At Least They Aren’t Asking for Government Assistance (Yet?)
In an article in yesterday’s St. Louis Post-Dispatch, Bill McClellan asked his readers to “Support St. Louis’ Culinary Landmarks.” I am very supportive of people voting with their feet, and choosing to support local restaurants in favor of national chains is a great example of this. Later in the article, McClellan illustrated — probably unintentionally — why many local restaurants fail: They fail to respond to changes in the market.
I told him I’ve heard that the recession is hurting a lot of restaurants, especially the high-end places. (Al’s is high-end. My steak was $38. Jack’s veal was $35. With salads, sides and drinks, our bill was $155.)
The meal for two cost $155? No wonder there were only two other people in the restaurant!
According to the law of demand, consumers will buy more of a good when its price decreases and less of a good when its price increases. Fewer people demand a steak that’s $38 than one with a lower price.
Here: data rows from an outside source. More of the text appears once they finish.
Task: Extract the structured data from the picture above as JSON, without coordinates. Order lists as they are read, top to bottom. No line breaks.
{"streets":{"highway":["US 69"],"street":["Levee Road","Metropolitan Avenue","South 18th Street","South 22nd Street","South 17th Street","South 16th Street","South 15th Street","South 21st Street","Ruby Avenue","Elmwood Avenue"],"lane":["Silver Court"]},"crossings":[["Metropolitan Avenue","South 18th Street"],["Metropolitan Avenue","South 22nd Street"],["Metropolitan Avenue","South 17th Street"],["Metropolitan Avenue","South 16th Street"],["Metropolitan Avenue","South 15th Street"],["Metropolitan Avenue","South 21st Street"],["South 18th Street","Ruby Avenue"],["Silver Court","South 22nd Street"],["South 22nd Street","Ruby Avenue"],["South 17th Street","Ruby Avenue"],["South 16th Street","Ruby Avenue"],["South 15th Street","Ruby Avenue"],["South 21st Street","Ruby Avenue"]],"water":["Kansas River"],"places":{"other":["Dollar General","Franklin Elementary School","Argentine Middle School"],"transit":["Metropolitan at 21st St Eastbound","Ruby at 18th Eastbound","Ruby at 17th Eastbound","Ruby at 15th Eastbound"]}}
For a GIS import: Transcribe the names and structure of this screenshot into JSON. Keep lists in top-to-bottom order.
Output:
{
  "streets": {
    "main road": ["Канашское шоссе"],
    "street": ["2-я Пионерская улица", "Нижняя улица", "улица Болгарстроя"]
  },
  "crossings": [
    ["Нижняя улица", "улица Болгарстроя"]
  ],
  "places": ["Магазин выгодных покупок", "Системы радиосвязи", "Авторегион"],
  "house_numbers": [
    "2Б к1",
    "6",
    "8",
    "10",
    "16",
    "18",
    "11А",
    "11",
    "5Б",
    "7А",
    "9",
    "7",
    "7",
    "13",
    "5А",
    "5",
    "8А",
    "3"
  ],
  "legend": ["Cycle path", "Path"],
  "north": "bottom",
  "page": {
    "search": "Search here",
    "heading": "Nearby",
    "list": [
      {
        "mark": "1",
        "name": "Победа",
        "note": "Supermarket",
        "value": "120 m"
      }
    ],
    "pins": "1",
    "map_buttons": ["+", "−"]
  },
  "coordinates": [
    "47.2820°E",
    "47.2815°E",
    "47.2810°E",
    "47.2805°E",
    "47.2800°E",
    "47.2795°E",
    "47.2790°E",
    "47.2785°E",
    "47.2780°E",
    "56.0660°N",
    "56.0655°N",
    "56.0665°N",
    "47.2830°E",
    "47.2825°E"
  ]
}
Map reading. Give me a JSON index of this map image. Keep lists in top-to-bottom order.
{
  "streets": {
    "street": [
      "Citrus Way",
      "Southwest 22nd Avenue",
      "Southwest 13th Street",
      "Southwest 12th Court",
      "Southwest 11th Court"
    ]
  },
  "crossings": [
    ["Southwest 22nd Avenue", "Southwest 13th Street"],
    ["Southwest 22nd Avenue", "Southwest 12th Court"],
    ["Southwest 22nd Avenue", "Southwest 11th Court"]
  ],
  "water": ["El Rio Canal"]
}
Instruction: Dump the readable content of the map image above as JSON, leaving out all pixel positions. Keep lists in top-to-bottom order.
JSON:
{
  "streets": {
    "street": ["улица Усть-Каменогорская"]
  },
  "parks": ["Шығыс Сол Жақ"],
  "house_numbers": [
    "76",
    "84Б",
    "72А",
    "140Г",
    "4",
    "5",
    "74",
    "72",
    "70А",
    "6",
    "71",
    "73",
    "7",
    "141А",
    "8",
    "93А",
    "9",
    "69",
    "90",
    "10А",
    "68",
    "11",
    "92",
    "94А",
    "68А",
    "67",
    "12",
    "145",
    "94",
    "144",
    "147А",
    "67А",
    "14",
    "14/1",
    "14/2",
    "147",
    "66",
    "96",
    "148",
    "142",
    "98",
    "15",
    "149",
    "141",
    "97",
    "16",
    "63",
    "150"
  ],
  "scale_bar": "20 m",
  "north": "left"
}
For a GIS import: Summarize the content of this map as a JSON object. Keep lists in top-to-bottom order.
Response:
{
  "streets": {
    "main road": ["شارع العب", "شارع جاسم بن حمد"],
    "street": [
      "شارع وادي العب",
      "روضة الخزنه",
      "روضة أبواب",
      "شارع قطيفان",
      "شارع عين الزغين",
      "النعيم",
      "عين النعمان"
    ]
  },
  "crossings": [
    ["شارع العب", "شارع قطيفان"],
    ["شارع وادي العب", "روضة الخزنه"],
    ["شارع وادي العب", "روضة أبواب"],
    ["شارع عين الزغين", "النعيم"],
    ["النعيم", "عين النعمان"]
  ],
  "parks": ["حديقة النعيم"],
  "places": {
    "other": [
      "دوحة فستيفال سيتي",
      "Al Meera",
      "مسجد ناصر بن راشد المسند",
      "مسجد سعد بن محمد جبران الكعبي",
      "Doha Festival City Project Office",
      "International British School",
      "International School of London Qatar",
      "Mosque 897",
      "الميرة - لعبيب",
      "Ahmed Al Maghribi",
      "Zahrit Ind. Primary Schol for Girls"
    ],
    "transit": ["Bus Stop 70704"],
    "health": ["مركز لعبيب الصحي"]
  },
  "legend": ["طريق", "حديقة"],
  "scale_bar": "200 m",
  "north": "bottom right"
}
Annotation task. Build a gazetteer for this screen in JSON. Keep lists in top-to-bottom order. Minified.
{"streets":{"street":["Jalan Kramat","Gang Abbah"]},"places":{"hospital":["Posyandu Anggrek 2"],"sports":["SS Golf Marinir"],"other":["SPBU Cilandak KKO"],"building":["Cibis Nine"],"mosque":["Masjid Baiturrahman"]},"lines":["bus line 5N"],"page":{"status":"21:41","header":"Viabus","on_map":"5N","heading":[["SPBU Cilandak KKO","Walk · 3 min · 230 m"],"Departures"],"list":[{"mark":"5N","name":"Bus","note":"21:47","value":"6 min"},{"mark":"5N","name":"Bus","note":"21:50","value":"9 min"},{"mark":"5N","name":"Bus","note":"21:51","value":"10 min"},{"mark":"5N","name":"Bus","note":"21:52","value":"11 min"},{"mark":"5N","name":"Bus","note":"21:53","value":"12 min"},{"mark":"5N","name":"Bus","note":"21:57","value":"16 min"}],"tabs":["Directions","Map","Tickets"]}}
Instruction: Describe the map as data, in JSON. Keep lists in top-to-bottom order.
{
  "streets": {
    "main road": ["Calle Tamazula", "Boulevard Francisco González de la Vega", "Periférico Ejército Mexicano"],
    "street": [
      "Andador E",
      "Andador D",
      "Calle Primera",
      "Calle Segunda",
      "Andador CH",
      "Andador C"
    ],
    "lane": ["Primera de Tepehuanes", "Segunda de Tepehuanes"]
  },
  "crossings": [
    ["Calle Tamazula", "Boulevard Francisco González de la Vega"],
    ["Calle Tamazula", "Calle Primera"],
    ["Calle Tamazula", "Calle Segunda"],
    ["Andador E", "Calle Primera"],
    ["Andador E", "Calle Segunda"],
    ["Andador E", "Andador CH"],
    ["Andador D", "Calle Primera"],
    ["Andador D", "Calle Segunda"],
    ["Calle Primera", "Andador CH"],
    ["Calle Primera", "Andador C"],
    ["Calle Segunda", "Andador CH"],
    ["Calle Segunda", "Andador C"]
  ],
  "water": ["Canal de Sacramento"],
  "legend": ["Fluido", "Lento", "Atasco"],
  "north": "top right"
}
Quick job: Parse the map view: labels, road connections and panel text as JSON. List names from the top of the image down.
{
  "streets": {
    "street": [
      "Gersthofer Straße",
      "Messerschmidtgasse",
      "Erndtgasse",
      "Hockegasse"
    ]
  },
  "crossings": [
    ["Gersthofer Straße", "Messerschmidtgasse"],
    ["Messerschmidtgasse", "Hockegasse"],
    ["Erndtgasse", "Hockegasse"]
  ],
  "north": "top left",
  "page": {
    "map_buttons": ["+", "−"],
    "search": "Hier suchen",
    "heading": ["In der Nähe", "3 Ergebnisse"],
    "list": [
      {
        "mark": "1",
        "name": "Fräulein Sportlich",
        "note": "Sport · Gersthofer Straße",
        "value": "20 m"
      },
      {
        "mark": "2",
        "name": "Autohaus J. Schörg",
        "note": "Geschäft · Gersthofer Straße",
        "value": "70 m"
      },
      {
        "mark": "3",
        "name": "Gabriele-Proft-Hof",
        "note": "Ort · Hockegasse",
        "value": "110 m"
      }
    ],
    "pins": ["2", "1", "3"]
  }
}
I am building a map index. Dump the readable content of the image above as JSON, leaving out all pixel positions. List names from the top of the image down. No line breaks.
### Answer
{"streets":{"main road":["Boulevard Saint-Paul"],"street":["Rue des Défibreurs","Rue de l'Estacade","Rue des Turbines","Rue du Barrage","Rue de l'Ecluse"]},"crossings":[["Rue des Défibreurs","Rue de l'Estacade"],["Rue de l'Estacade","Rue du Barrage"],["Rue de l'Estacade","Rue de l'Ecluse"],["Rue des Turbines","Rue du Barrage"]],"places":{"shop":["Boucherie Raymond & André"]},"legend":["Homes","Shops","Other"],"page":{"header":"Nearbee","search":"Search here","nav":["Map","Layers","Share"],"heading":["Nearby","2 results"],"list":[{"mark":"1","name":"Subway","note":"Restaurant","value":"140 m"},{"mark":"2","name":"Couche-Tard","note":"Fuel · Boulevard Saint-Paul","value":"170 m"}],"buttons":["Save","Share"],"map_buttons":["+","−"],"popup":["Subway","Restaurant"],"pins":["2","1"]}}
Although a person may experience positive marginal utility when they frequent restaurants that have history and character, that value may not be enough to meet or exceed the cost of a $155 dinner for two. Furthermore, people who eat at high-end restaurants face a high opportunity cost; instead, they could pay for multiple meals at a lower-end restaurant, buy groceries and make meals for the rest of the week, or spend the money in a different way.
The demand curve for high-end restaurants in Saint Louis has shifted to the left in recent history, and this can be attributed to many reasons. Reduced patronage from businessmen is a reason that McClellan identifies in his article, and he explains that this is because Saint Louis has fewer corporate headquarters and fewer conventions than before. Additional explanations for the leftward shift in demand for high-end restaurants include: the declining population of Saint Louis, reduced levels of disposable income, and the rise of close substitutes that are less expensive (i.e., chain restaurants).
Supply and Demand for High-End Restaurant Meals in Saint Louis
As shown in the preceding graph, the leftward shift in demand places a downward pressure on the equilibrium quantity and the equilibrium price. This means that the number of high-end restaurants will be lower (i.e., some will go out of business), and it also means that the price charged by the restaurants that remain will be lower.
If a restaurant owner wants to stay in business, then he or she should be responsive to shifts in demand such as this. The restaurant owner can either exit the market, or work toward a better chance at survival by adapting — perhaps by lowering his or her prices.